> _TASK REQUIREMENTS_:
Please count the lines in the records below that include the word "number" and report only the total.

Content starts

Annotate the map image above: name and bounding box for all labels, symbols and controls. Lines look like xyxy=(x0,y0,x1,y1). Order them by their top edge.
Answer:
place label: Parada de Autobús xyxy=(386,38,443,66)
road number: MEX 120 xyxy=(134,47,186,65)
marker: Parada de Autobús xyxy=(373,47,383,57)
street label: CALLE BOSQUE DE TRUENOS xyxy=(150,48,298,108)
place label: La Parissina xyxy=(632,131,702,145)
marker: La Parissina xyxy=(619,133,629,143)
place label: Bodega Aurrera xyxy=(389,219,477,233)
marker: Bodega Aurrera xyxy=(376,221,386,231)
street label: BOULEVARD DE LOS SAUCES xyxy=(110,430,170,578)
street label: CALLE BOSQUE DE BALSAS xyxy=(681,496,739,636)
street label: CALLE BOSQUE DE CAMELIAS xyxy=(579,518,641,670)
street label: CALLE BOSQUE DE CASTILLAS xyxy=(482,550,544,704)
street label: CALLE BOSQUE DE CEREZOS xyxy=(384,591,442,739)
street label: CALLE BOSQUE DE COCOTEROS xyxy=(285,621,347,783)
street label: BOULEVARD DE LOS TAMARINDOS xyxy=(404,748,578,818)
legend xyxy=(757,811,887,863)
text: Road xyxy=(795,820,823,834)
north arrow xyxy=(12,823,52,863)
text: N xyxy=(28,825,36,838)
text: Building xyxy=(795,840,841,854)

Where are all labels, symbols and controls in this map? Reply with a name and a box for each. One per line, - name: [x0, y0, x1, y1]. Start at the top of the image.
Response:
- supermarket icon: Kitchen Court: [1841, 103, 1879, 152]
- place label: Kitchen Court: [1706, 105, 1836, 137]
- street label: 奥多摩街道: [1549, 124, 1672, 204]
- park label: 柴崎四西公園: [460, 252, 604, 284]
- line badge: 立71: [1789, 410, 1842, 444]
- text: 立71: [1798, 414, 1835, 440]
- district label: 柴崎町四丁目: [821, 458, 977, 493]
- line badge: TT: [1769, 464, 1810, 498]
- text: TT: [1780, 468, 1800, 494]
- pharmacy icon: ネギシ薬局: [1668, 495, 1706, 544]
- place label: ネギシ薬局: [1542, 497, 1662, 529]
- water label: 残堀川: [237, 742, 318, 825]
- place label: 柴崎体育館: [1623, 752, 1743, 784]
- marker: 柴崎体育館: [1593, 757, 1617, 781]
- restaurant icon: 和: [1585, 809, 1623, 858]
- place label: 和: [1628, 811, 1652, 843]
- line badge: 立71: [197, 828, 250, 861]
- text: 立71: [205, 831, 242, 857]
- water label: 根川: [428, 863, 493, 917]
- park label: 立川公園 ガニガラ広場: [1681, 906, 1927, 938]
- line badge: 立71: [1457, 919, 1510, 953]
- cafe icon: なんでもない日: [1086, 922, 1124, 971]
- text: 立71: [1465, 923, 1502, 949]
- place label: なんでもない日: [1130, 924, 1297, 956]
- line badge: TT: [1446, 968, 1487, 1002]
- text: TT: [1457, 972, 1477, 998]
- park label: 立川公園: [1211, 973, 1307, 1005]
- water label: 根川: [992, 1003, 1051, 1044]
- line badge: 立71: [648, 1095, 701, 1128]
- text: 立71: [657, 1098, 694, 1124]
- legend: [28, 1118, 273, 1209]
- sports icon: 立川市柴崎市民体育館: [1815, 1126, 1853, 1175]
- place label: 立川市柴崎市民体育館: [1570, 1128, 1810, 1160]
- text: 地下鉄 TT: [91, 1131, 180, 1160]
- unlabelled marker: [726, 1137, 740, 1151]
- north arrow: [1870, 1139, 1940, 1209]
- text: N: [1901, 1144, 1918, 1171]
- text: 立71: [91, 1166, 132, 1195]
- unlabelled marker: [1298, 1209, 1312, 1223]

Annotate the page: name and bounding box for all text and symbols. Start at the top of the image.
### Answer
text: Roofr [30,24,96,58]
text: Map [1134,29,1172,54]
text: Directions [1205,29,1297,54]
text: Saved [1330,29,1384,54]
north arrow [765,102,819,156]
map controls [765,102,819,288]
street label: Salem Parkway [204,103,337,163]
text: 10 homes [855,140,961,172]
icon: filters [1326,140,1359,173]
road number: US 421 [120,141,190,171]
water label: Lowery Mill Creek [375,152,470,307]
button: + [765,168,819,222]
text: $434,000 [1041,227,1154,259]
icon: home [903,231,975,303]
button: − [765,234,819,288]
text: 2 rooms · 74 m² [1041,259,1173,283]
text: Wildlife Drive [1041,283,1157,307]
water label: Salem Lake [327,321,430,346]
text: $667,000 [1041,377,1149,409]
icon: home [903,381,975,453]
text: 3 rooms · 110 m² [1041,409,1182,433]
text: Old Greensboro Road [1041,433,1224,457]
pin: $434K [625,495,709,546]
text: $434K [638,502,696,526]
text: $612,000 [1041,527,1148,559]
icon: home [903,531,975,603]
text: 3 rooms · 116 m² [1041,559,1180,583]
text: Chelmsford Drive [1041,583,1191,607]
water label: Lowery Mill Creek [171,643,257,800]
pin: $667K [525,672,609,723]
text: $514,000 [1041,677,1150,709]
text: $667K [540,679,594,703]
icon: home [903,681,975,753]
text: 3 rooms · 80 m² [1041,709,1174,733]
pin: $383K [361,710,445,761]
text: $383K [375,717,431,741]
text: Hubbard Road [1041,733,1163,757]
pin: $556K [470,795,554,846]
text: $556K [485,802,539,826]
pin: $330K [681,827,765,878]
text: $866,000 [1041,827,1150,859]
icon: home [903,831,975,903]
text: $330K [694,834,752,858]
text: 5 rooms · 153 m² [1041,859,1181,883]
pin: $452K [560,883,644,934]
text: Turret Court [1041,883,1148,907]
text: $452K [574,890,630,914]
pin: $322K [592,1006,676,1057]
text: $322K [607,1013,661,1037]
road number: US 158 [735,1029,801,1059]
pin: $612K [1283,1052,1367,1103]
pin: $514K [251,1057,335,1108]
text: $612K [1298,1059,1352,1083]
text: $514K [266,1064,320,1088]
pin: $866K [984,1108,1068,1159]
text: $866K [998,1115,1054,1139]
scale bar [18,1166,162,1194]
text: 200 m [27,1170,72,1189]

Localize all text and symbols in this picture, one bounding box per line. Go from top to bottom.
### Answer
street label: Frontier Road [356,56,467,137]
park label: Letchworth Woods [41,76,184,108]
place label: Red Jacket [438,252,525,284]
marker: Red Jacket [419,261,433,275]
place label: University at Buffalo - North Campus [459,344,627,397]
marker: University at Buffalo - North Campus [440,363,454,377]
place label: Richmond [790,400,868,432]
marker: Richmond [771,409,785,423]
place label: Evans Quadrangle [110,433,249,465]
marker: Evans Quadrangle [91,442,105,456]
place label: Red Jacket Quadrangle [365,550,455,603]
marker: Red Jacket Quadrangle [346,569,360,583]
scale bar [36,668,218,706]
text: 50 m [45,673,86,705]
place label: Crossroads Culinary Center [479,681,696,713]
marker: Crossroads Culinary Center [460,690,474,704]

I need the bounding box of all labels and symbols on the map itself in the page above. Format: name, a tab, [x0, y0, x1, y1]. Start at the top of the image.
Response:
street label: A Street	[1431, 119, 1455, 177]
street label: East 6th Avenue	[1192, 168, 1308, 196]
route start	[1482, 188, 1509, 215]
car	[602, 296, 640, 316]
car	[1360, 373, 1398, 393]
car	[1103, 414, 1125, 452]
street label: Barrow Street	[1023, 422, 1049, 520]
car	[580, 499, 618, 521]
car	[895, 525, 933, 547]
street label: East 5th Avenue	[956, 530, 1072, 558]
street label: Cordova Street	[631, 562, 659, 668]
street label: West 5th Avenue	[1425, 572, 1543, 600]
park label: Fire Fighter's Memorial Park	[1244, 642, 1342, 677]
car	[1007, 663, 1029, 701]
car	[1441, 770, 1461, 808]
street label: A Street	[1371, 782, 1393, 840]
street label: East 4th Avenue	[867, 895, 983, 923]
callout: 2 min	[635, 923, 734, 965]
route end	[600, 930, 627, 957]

Content ends

> _WRITTEN ANSWER_:
3